_Exercise requirements_. Answer with nothing but the number of lines in the listing below that contain "Eğitim".

_Data supplied_.
------------------------
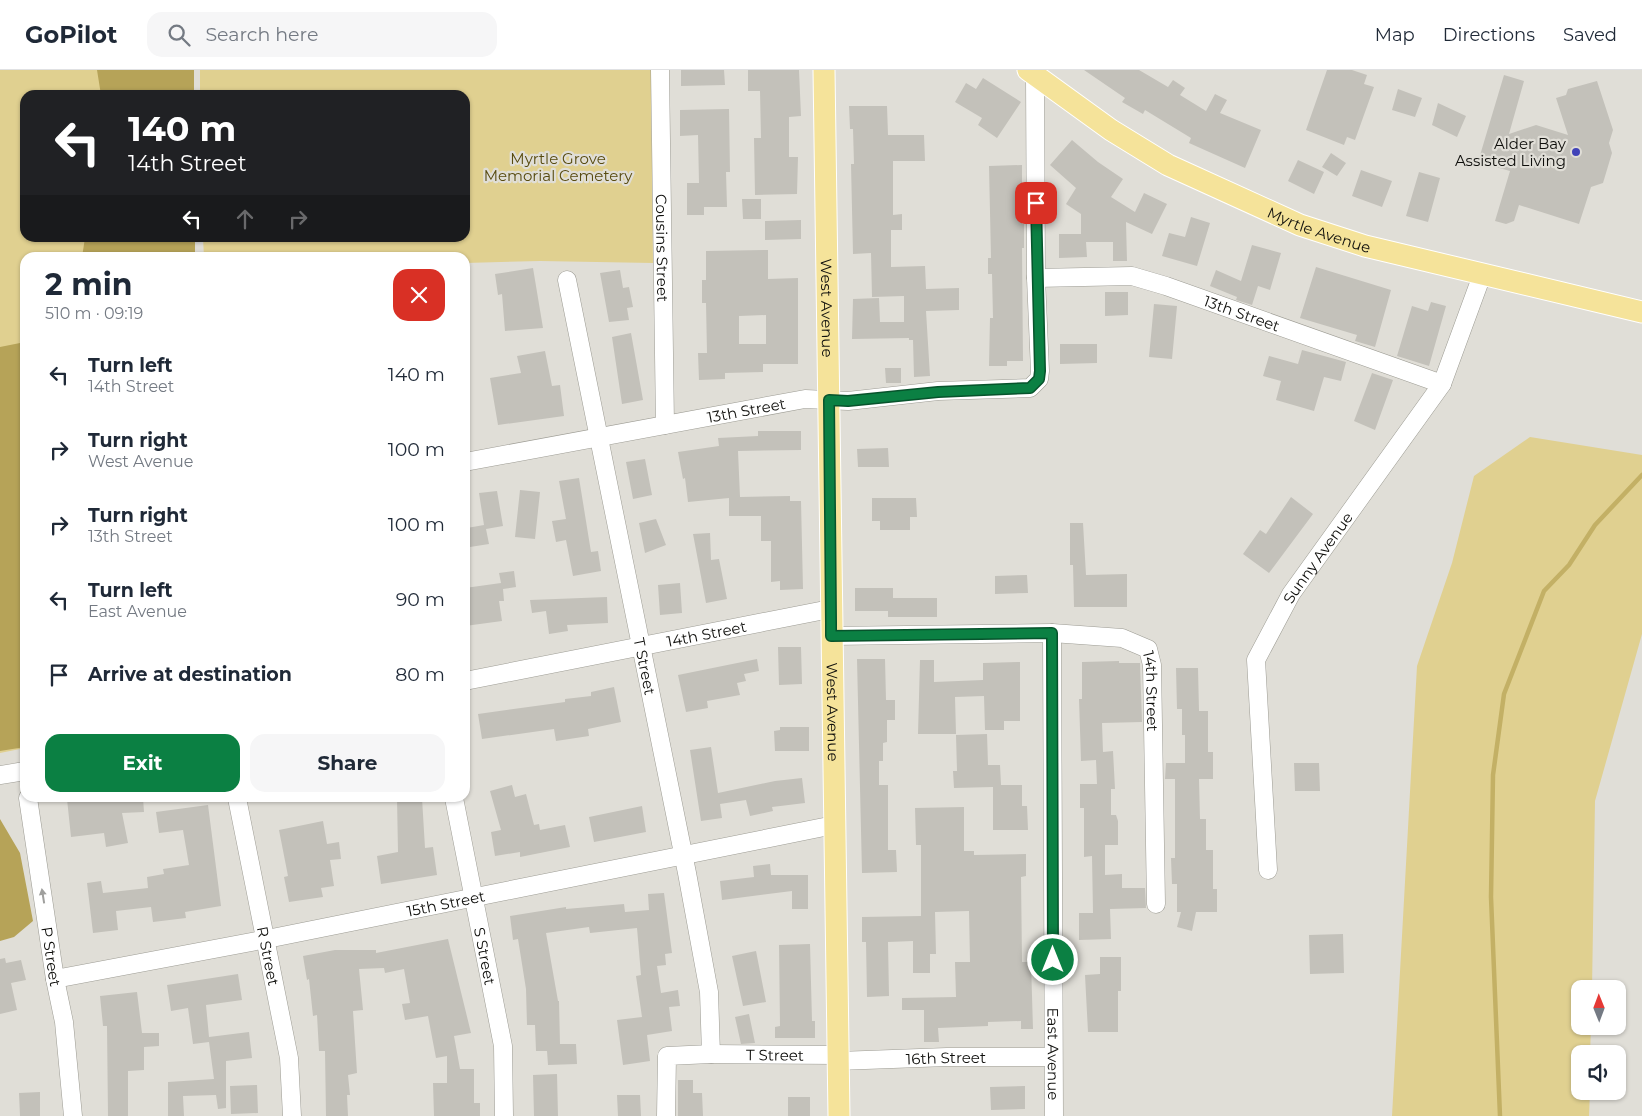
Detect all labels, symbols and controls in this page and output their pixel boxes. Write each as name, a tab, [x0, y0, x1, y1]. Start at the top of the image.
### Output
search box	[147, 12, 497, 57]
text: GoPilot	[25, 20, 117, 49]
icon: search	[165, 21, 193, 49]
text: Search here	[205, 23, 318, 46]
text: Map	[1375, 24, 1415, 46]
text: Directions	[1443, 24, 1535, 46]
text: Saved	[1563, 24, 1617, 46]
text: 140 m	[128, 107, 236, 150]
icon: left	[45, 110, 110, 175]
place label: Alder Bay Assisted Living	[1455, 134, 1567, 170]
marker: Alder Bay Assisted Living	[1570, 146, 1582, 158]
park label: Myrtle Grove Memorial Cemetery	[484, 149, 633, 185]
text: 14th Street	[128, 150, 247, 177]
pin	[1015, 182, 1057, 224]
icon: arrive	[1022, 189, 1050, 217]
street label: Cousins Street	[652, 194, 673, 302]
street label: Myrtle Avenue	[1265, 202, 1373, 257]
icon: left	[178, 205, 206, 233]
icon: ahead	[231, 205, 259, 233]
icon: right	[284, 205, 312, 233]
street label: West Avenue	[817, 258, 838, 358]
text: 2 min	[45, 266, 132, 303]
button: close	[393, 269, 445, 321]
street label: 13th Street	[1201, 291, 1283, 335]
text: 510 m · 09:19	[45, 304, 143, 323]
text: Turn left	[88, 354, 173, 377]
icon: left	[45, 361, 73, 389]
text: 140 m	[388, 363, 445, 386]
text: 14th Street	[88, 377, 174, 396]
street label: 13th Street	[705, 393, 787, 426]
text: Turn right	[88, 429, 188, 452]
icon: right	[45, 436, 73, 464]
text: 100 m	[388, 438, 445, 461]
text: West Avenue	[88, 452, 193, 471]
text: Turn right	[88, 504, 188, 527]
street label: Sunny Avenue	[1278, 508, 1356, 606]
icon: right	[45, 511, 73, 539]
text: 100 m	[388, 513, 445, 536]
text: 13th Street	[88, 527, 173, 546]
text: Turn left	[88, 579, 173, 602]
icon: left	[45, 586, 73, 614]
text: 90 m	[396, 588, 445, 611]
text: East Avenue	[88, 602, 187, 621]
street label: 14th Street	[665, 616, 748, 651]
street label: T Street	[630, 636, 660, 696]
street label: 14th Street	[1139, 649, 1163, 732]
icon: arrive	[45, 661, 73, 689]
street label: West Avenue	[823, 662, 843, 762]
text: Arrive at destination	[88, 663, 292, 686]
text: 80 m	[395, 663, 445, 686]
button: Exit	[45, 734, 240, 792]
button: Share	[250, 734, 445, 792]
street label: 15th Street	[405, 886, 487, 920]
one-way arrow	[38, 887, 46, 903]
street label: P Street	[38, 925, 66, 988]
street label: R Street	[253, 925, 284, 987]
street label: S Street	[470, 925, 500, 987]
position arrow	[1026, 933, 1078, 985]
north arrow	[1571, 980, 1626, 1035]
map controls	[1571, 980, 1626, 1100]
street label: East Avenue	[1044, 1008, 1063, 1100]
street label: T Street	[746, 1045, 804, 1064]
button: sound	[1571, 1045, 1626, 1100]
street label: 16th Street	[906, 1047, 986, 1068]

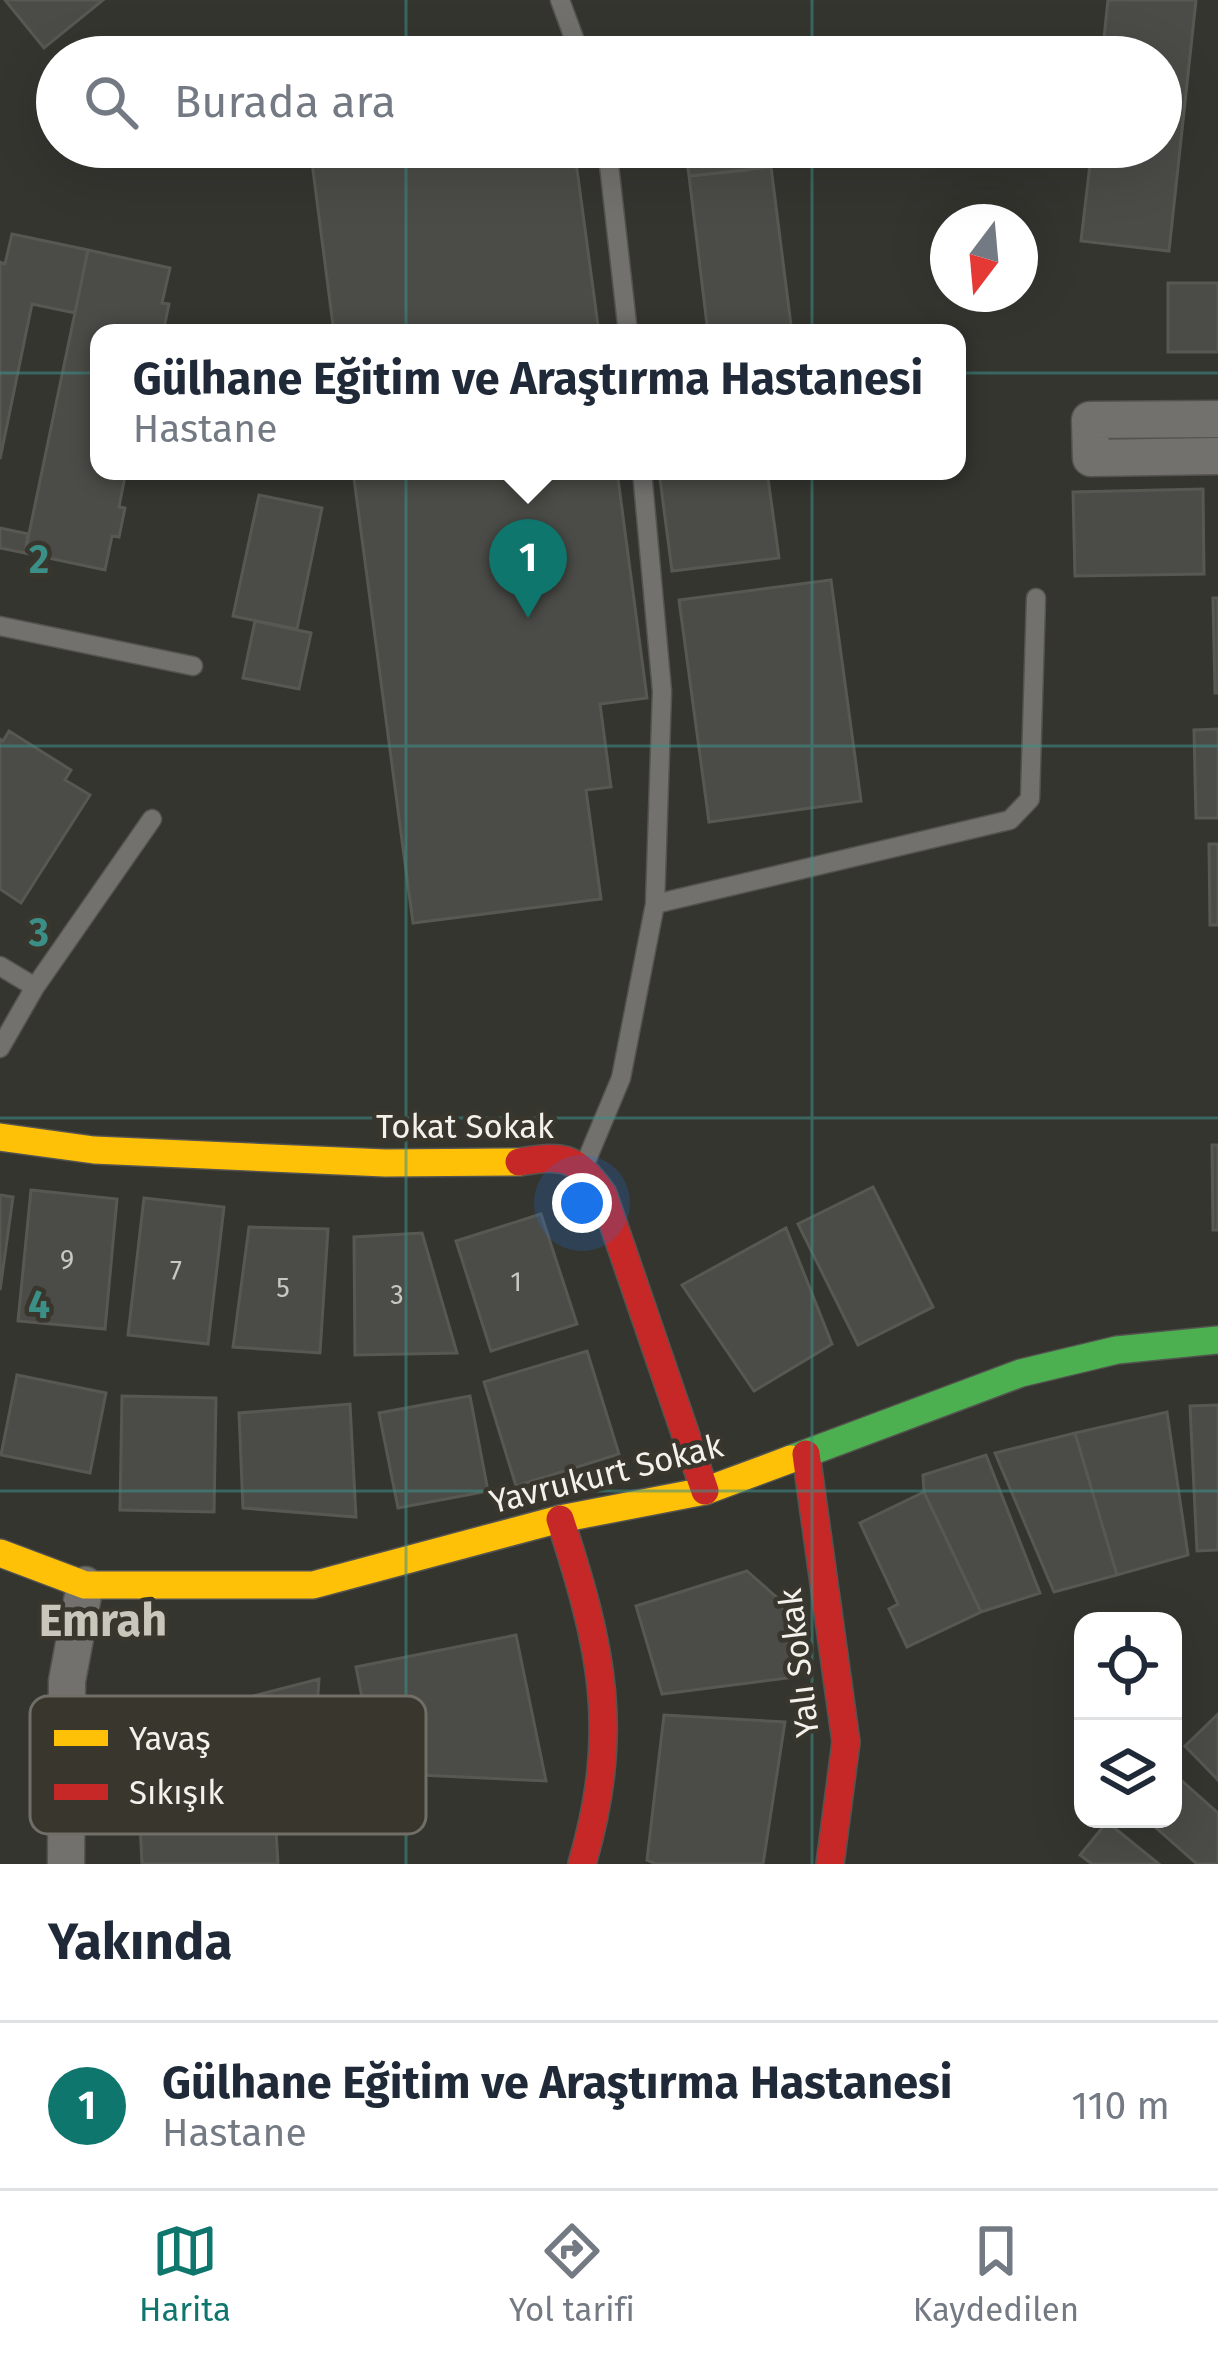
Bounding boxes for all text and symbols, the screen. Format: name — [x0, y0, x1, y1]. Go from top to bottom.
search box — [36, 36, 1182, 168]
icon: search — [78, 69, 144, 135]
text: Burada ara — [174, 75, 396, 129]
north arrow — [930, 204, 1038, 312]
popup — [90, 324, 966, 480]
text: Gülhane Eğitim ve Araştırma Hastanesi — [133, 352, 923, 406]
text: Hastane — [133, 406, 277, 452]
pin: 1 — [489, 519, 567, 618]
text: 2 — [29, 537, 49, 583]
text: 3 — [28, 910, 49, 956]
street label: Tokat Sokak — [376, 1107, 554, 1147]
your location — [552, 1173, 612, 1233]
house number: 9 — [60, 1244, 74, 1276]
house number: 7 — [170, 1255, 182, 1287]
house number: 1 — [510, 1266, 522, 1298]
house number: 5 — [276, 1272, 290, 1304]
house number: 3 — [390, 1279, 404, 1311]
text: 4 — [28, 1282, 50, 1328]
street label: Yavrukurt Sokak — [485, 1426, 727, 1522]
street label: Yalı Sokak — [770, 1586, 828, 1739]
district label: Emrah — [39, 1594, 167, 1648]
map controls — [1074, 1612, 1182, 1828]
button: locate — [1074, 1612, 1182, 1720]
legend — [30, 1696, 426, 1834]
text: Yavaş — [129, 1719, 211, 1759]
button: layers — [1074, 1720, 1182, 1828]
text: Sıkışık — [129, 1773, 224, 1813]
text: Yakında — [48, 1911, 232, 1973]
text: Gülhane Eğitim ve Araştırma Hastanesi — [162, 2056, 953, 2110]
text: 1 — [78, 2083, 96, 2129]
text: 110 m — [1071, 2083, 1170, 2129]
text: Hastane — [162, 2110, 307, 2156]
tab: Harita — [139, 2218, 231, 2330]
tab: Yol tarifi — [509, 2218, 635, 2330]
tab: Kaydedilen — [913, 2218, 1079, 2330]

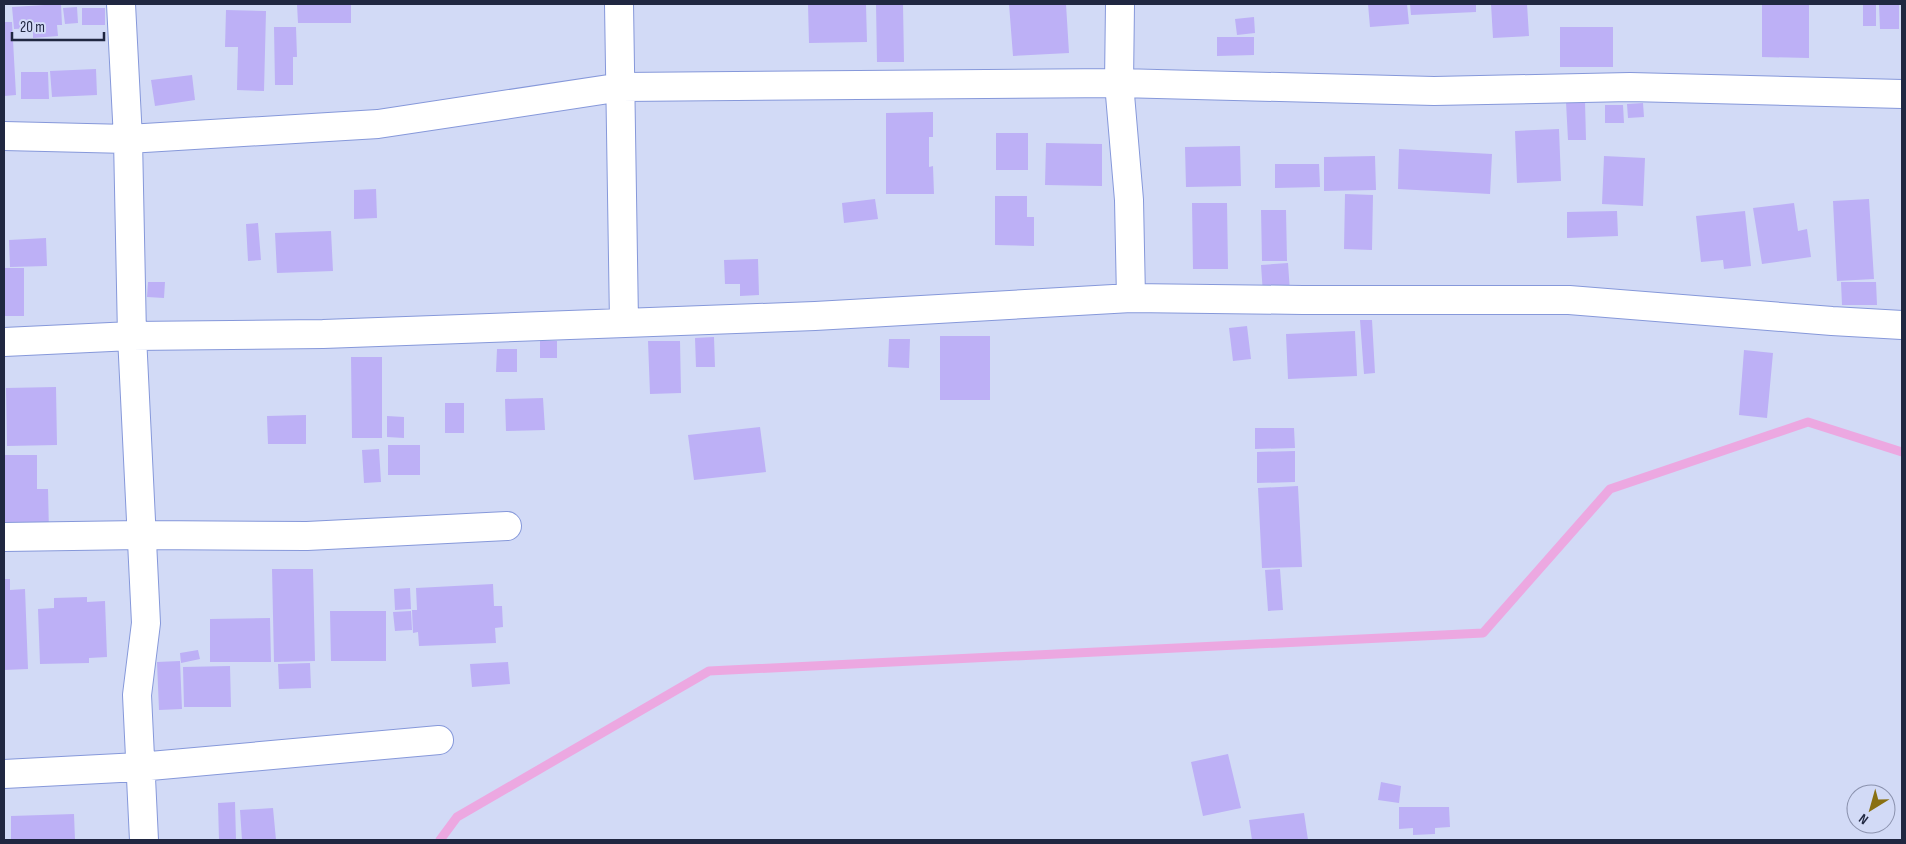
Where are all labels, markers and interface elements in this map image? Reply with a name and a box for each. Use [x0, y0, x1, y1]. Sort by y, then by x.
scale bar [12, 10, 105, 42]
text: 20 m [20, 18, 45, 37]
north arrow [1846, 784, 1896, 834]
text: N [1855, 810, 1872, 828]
------------------------
_Exercise answer_. 2